Jezewski, 2001). Comme la SEP est une maladie de longue durée, la personne qui en est atteinte risque de faire plusieurs séjours dans un milieu de soins. Au cours de ceux-ci, les soignants doivent faire leur possible pour favoriser le maintien de ces liens sociaux. Il devrait être possible de regrouper les soins au maximum afin de libérer un temps pendant lequel la personne malade peut rencontrer ses proches, sans devoir être trop dérangée. La mise à disposition d’un petit salon en faveur de la personne hospitalisée, de son conjoint, de ses enfants ou de ses parents semble une opportunité profitable : elle leur procure un peu d’intimité. Il s’agit ainsi de mettre à l’écart, pour un temps, le côté aseptisé d’une chambre d’hôpital.

Les associations de patients peuvent offrir soutien, compréhension et conseils par le biais d’autres personnes concernées par la maladie mais sont aussi susceptibles de représenter une menace, surtout pour les personnes récemment diagnostiquées et ayant des atteintes minimes. Cette menace réside dans le fait d’être confronté, par la rencontre avec des patients plus gravement atteints, au rappel de l’invalidité que la maladie peut amener (Dennison et al., 2010 ; Miller, 1997). Ainsi, il n’est pas toujours aidant, pour un individu récemment diagnostiqué, d’être dirigé, dès le début de la maladie, vers ce type d’association.

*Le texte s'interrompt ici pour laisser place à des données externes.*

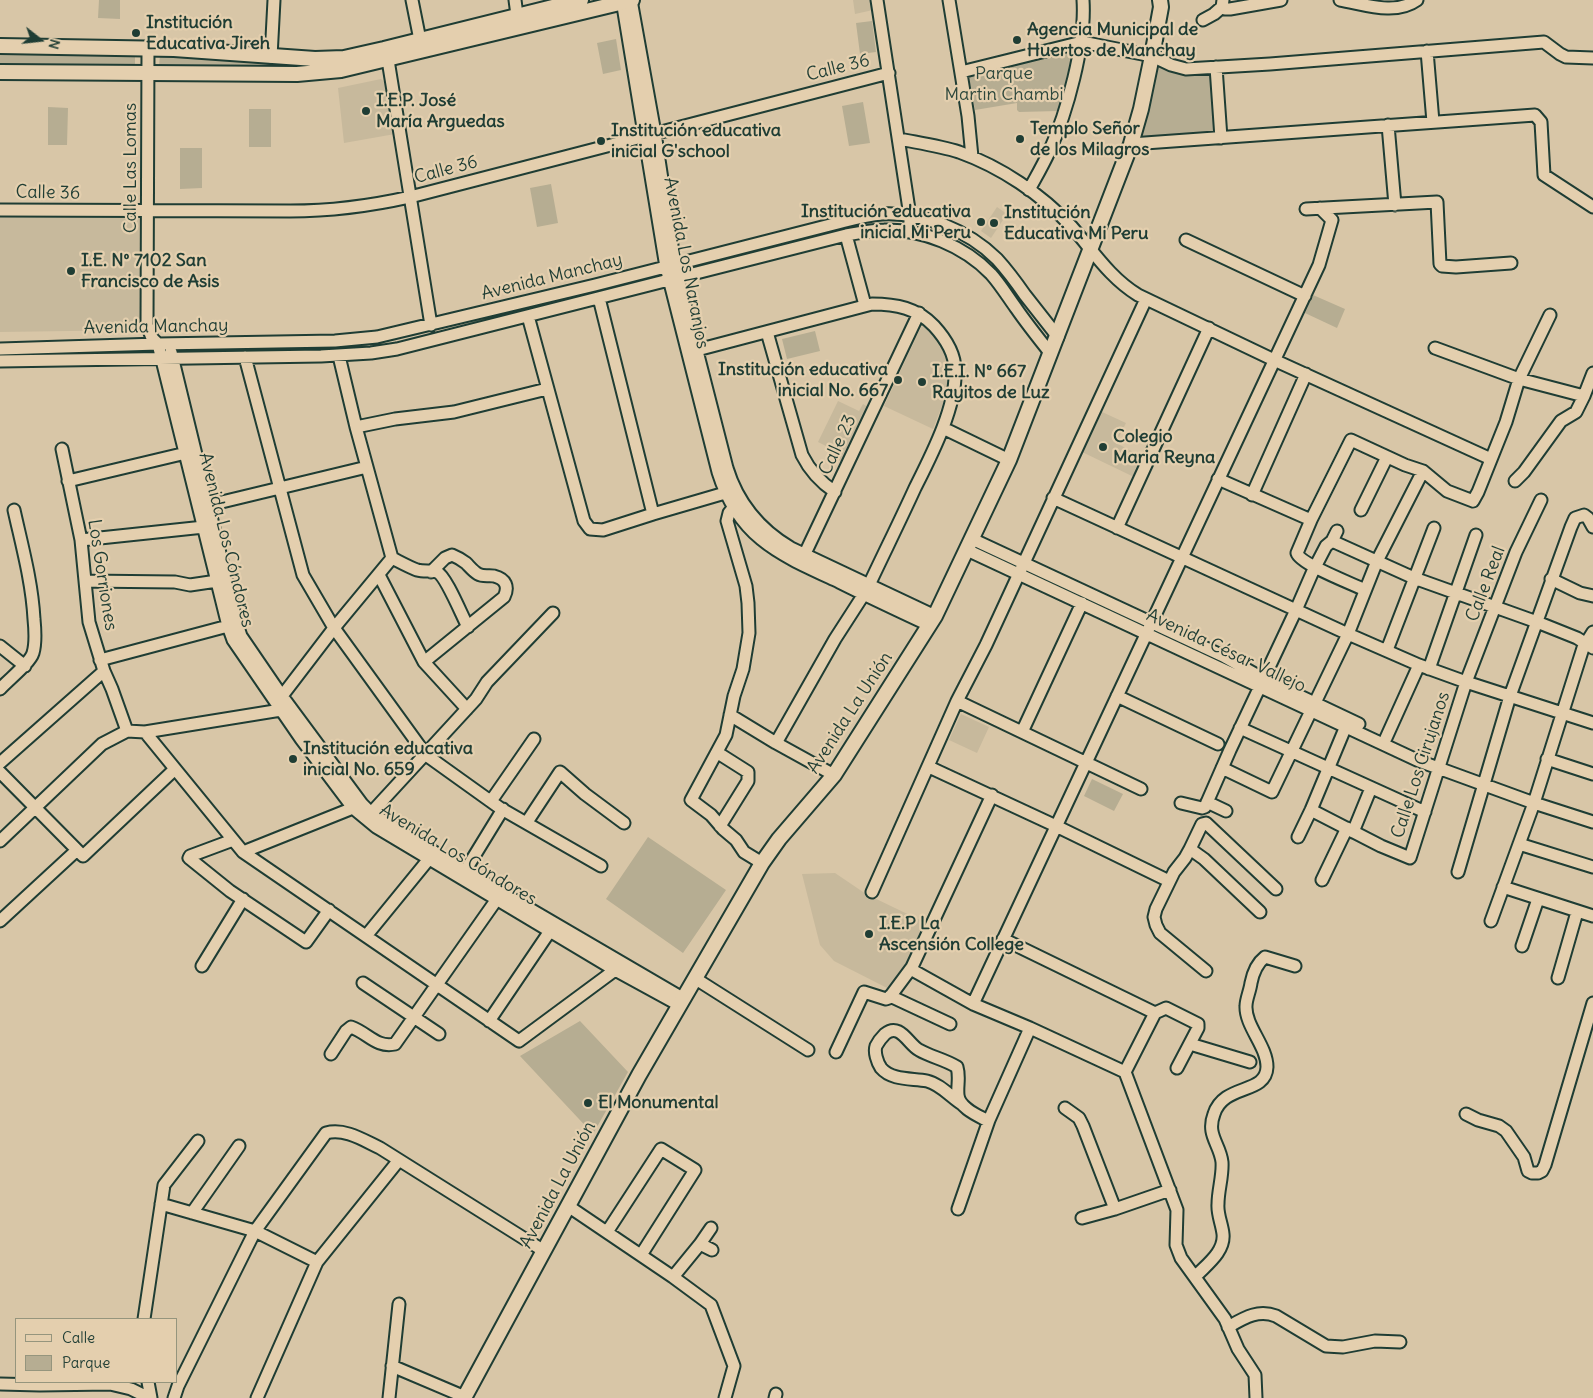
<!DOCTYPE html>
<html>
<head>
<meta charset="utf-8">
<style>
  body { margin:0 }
  #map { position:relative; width:1593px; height:1398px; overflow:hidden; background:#d8c6a7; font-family:Delius,sans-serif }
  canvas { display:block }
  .legend { position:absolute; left:15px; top:1318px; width:162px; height:65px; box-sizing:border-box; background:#e4cfae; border:1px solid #95957d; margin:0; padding:6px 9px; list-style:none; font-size:15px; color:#1f3d34 }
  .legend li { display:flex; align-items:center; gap:10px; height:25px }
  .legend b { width:25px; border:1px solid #95957d }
  .north { position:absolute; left:15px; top:15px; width:50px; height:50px; -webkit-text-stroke:4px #e4cfae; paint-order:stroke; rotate:106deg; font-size:14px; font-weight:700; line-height:20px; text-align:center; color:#1f3d34 }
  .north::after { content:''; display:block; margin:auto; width:18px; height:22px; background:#1f3d34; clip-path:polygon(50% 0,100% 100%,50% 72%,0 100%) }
</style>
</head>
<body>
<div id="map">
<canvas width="1593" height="1398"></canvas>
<ul class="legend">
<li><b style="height:6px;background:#e4cfae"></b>Calle</li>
<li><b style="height:14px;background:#b6ad92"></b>Parque</li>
</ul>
<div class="north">N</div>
</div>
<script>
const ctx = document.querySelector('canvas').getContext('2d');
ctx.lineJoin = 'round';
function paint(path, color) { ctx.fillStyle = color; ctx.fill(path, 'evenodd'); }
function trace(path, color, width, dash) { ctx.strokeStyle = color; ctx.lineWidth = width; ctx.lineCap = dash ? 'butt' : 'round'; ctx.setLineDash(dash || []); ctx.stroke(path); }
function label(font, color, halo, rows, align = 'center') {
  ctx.font = font + ' Delius,sans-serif'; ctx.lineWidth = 4.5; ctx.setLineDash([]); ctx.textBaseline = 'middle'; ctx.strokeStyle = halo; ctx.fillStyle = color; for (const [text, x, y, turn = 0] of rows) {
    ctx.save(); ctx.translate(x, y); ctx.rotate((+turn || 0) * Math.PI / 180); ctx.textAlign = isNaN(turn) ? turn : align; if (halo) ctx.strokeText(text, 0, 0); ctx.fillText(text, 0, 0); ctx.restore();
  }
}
const built = new Path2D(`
  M 853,0 L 872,0 L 873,10 L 855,14 Z
  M 381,79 L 386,83 L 395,134 L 344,143 L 338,88 Z
  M 997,207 L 1007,214 L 991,238 L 981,231 Z
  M 0,216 L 141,218 L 142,325 L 140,330 L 0,332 Z
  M 922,325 L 931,332 L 941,344 L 948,362 L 950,374 L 948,390 L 933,429 L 884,406 Z
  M 838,401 L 859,411 L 863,404 L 868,407 L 842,462 L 835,458 L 838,452 L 818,442 Z
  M 1100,411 L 1126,423 L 1116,443 L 1143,457 L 1134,477 L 1080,451 Z
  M 961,714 L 989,727 L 977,753 L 949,740 Z
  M 835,873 L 866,894 L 926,923 L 895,992 L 834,961 L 820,945 L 802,874 Z`);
const green = new Path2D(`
  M 99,0 L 120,0 L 120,19 L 98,18 Z
  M 872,21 L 876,52 L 860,54 L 856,23 Z
  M 616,39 L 621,70 L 603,74 L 597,43 Z
  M 1076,47 L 1058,111 L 1019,112 L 1017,110 L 1017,103 L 975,110 L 968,72 Z
  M 0,50 L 135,55 L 135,69 L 0,66 Z
  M 160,55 C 215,59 270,65 325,66 L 325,69 L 159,66 Z
  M 1155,64 L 1178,73 L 1214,73 L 1217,132 L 1147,140 L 1136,138 Z
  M 863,102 L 870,143 L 849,146 L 842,106 Z
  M 48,107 L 68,108 L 67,145 L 48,145 Z
  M 249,109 L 271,109 L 271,147 L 249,147 Z
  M 180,148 L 202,148 L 202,188 L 180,189 Z
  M 551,184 L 558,223 L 537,227 L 530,188 Z
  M 1313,295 L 1345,309 L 1337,328 L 1305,313 Z
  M 815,331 L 820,351 L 787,359 L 782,339 Z
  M 1092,779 L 1123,794 L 1114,811 L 1084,796 Z
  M 648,837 L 726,890 L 683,953 L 606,899 Z
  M 580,1021 L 628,1072 L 593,1134 L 520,1056 Z`);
const minor = new Path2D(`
  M 412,0 L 420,40
  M 515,0 L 517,15
  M 622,0 L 666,267 L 718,472 C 739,539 781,555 839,582 C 869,597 899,611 929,625
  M 631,0 L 655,133 L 675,265 L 727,468 C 738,504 759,529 791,548 L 935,616
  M 877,0 L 910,216 L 910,223
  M 949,0 L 968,116 L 972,157
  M 1340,0 C 1364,4 1395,16 1417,0
  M 1222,7 L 1225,9 L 1230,9 L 1281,0
  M 1203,20 L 1214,14 L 1222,7 L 1223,0
  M 148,49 L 147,325 L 152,338 L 158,344 L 228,626 L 233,640 L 301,739 L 353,808 L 376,827 L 615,970 L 679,1005
  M 1427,51 L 1433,122
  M 271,57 L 274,0
  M 388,60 L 431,325
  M 1216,67 L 1221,138
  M 961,72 L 1082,42 L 1152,56 L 1171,65 L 1186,69 L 1270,64 L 1544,42 L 1560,54 L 1566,57 L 1593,58
  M 1388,125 L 1395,205
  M 899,139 C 919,143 940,146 959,152 C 1001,167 1041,194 1072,227 C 1093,251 1110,278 1138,295 L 1274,360 L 1491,459
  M 1131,144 L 1535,115 L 1541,122 L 1544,175 L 1593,207
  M 1029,190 C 1036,177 1043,165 1049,152 C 1067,113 1086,44 1083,0
  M 1306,209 L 1437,202 L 1440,264 L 1442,266 L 1456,267 L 1511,263
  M 0,210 L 290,211 C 331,211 370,206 410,197 L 889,73
  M 846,235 L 865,305
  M 1186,240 L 1305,296
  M 599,298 L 653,514
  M 528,316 L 584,521 L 590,529 L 603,530 L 653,514 L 725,493
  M 767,332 L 802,455 C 810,471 820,482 835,492
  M 1435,348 L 1519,379 L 1584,396
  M 0,349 L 158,344 L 335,341 L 377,337 L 595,285 L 834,224 C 850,220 866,215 882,214 C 923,212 968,230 997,259 C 1007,270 1016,282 1025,295 C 1036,309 1047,323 1058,337
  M 697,350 L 872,304 C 896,304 917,308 934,326 C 945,338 955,353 955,370 C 957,406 931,456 915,488 C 900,521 884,553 869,585
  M 171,352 L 238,627 L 241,636 L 282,696 L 362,804 L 371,813 L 465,871 L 684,999
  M 339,356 L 356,427 L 392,558 C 400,562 409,567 417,570 C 424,572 431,570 437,572 C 446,576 462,616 468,627
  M 245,357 L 303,575 L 334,628 L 426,755 L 500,808 L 601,866
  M 0,361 L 321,356 L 371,353 L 397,349 L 846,235 C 859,233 871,230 884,230 C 923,229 964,246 991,274 C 1000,284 1008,297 1016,308 C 1027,324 1039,339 1051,354
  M 356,427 L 395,419 L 454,412 L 547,389
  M 943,428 L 1009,460
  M 62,449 L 81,540 L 89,622 L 104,671 L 112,689 L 127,731
  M 1218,479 L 1311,520
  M 68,481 L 186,453
  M 1515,481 L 1524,472 L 1561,421 L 1576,412 L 1584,396 L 1593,373
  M 1252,495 L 1306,374
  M 1053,498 L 1348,634 L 1419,665 L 1466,682 L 1593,723
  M 201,507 L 367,467
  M 733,508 L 729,513 L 727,521 L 746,586 L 748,603 L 749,633 L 743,669 L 734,696 L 726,735 L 691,800 L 711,815 L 723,829 L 736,840 L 744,852 L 762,863
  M 1361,510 L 1387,457
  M 1117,528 L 1209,328
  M 972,539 L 1223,656 L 1264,679 L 1359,724
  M 81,540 L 204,527
  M 1332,541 L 1414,578 L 1537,622 L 1577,638 L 1593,648
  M 967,550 L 1419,761 L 1534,803 L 1593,822
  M 801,562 L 919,313
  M 379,575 L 424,662 L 467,709
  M 1551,579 L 1580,593 L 1593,596
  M 85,581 L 175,582 L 190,585 L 217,581
  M 1365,590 C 1353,584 1300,564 1297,553 L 1311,520 L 1351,440 L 1405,465 L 1423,471 L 1447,491 L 1473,501 L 1478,492 L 1506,422 L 1519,379 L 1550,315
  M 0,646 L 25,666
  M 1387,650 L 1434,528
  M 100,660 L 228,626
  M 424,662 L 504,597 C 509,587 506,579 494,576 C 489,575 483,577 478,574 C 473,571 470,567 466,563 C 462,560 457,557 452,555 L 445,558 L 431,572
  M 1429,669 L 1476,535
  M 0,689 C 8,680 30,663 33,653 C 36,643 35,629 34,619 C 32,582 22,546 14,510
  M 282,696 L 334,628 L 392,558
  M 1117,696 L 1218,744
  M 957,701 L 1141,789
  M 730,715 L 776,743 L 834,775
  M 1240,728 L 1425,812
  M 145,732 L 243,852 L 519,1041 L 615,970
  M 1022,732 L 1082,603
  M 1386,738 L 1419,665
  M 776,743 L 835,639 L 864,594
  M 718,753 L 748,772 L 748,781 L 720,826
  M 1547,759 L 1593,774
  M 0,763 L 104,671
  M 929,767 L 1056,826 L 1169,881
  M 1222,768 L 1272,792 L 1348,634 L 1377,561 L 1423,471
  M 0,772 L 83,856 L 175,769
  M 491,801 L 534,739
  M 1207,802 L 1226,811
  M 1181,803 L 1202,808 L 1205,807 L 1230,750 L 1296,610 L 1313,571 L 1326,546 L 1332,541 L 1337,531
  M 1311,810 L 1381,846 L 1410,858 L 1466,682 L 1516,552 L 1541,500
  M 371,813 L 476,699 L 487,682 L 553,613
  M 527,822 L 560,772 L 585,794 L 624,823
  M 1353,832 L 1371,788
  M 1298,837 L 1311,810 L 1346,726
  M 233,840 L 190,856 L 189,858 L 230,891 L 306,942 L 329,910
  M 0,841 L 102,744 L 127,731 L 145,732 L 281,710
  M 1519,844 L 1593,867
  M 1190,849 L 1202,824 L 1206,823 L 1276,889
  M 243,852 L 353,808
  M 465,871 L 503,809
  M 1458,872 L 1510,696 L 1571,527 L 1575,518 L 1584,515 L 1588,518 L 1593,527
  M 1322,880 L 1347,828
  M 1503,887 L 1593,916
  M 872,892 L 957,701 L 986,645 L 1146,299
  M 0,921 L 77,850
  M 1491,921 L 1534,803 L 1583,648 L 1593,632
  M 366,936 L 433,854
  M 1003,939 L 1155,1013
  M 1522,946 L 1538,899
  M 202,966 L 243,899
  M 912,967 L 914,971 L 973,1004 L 1030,1028 L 1125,1072 L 1177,1210 L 1176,1245 L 1181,1258 L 1225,1319 L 1238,1349 L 1255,1375 L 1256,1398
  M 1206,971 L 1160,933 L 1156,925 L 1154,917 L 1156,909 L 1174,872 L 1185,858 L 1190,849 L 1204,859 L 1260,912
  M 1558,978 L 1577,912
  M 696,979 L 808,1050
  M 363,983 L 439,1034
  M 890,996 L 950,1024
  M 973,1004 L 1319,265 L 1332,220 L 1320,208
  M 489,1021 L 550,931
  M 1190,1044 L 1250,1062
  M 836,1052 L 864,992 L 886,999 L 889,998 L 912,967 L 992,795
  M 331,1054 L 346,1031 L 351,1027 C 368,1033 376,1048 395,1044 L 497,899
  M 1125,1072 L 1155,1013 L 1166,1008 L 1198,1024 L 1198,1028 L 1177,1068
  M 962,1104 C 951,1097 940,1084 927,1081 C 913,1078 892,1081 881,1068 C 877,1062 874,1052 876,1046 C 878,1042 882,1037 885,1034 C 900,1022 908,1044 919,1050 C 931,1057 944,1059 957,1067 C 960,1077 957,1085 958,1095 C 959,1108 979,1116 988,1121
  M 1065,1108 L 1079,1118 L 1083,1126 L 1115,1209
  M 1466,1114 L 1478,1120 L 1499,1126 L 1506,1131 L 1524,1157 L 1528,1171 L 1532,1173 L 1538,1173 L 1542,1171 L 1545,1165 L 1593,1003
  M 161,1204 L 255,1231 L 317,1262
  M 568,1206 L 673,1277 L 711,1305 L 734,1366 L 725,1398
  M 958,1209 L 989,1120 L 1030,1028
  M 192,1213 L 239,1146
  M 1082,1218 L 1115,1209 L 1170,1190
  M 607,1232 L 661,1149 L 695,1170 L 641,1255
  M 700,1244 L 711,1228
  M 673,1277 L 700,1244 L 712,1250
  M 1195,1277 C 1206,1265 1225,1252 1223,1234 C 1222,1224 1217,1214 1218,1204 C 1218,1190 1223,1176 1222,1162 C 1220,1144 1206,1135 1214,1114 C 1224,1083 1266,1095 1267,1067 C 1267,1046 1245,1026 1246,1006 C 1246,999 1250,991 1251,983 C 1253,973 1256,964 1265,957 L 1295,966
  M 144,1319 L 164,1185 L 198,1141
  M 1228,1327 C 1244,1318 1258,1309 1276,1316 L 1326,1346 L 1343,1347 L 1375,1341 L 1400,1342
  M 392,1366 L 465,1397
  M 148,1382 L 151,1398
  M 0,1384 L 40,1385 L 110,1384 L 131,1389 L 149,1398
  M 174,1398 L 178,1386 L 255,1231 L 326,1133 C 345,1128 363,1140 380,1148 L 544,1251
  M 257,1398 L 317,1262 L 399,1160
  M 389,1398 L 399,1304
  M 775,1398 L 776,1394`);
const major = new Path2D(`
  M 0,46 L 174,49 L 315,59 L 344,58 L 384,49 L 581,0
  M 0,72 L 297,74 L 341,70 L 632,0
  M 464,1398 L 639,1075 L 762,863 L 779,839 L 834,775 L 935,616 L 1009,460 L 1131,144 L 1141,109 L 1152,56 L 1161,7 L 1160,0`);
const markers = [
  [136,33,5,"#1f3d34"],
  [1017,40,5,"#1f3d34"],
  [366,111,5,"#1f3d34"],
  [1020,139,5,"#1f3d34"],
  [601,141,5,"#1f3d34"],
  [981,222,5,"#1f3d34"],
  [994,223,5,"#1f3d34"],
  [71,271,5,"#1f3d34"],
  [898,380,5,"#1f3d34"],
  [922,382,5,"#1f3d34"],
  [1103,447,5,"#1f3d34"],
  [293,759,5,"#1f3d34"],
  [869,934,5,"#1f3d34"],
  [588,1103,5,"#1f3d34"]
];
const poiNames = [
  ["Institución",146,23],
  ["Educativa Jireh",146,44],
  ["Agencia Municipal de",1027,30],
  ["Huertos de Manchay",1027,51],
  ["I.E.P. José",376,101],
  ["María Arguedas",376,122],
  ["Templo Señor",1030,129],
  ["de los Milagros",1030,150],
  ["Institución educativa",611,131],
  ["inicial G'school",611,152],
  ["Institución educativa",971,212,"right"],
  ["inicial Mi Peru",971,233,"right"],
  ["Institución",1004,213],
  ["Educativa Mi Peru",1004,234],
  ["I.E. N° 7102 San",81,261],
  ["Francisco de Asis",81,282],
  ["Institución educativa",888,370,"right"],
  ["inicial No. 667",888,391,"right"],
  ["I.E.I. N° 667",932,372],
  ["Rayitos de Luz",932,393],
  ["Colegio",1113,437],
  ["Maria Reyna",1113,458],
  ["Institución educativa",303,749],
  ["inicial No. 659",303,770],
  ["I.E.P La",879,924],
  ["Ascensión College",879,945],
  ["El Monumental",598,1103]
];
const streetNames = [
  ["Calle 36",838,68,-14],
  ["Calle Las Lomas",131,168,-90],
  ["Calle 36",446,170,-15],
  ["Calle 36",48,193,1],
  ["Avenida Los Naranjos",686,263,79],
  ["Avenida Manchay",552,277,-14],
  ["Avenida Manchay",156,327,-1],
  ["Calle 23",838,445,-65],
  ["Avenida Los Cóndores",226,540,76],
  ["Los Gorriones",102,575,81],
  ["Calle Real",1486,584,-69],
  ["Avenida César Vallejo",1226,651,25],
  ["Avenida La Unión",850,713,-57],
  ["Calle Los Cirujanos",1421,765,-72],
  ["Avenida Los Cóndores",458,855,31],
  ["Avenida La Unión",558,1185,-62]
];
const parkNames = [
  ["Parque",1004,74],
  ["Martin Chambi",1004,95]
];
paint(built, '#c7b99c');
paint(green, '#b6ad92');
trace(minor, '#1f3d34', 15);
trace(major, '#1f3d34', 18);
trace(minor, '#e4cfae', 11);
trace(major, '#e4cfae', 14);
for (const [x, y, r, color] of markers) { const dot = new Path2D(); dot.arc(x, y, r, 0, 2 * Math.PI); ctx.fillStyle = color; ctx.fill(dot); trace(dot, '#e4cfae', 2); }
label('bold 18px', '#1f3d34', '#e4cfae', poiNames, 'left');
label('18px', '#1f3d34', '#e4cfae', streetNames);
label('18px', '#2e483d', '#e4cfae', parkNames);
</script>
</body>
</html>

Une attitude positive a été décrite comme fondamentale pour une adaptation réussie à la maladie (Dennison et al., 2010 ; Miller, 1997). Sachant cela, les infirmières devraient encourager à considérer « le verre à moitié plein, plutôt qu’à moitié vide ».

Autrement dit, il s’agit de valoriser les ressources et les capacités du patient plutôt que se centrer sur ses pertes et difficultés. Aussi, il est intéressant de constater que beaucoup d’individus ont indiqué un changement positif de leurs valeurs et priorités, suite au diagnostic (Barker-Collo, 2006 ; Dennison et al., 2010 ; Irvine et al., 2009).

Ces données peuvent servir à la pratique infirmière afin de proposer un peu d’espoir

aux personnes récemment diagnostiquées.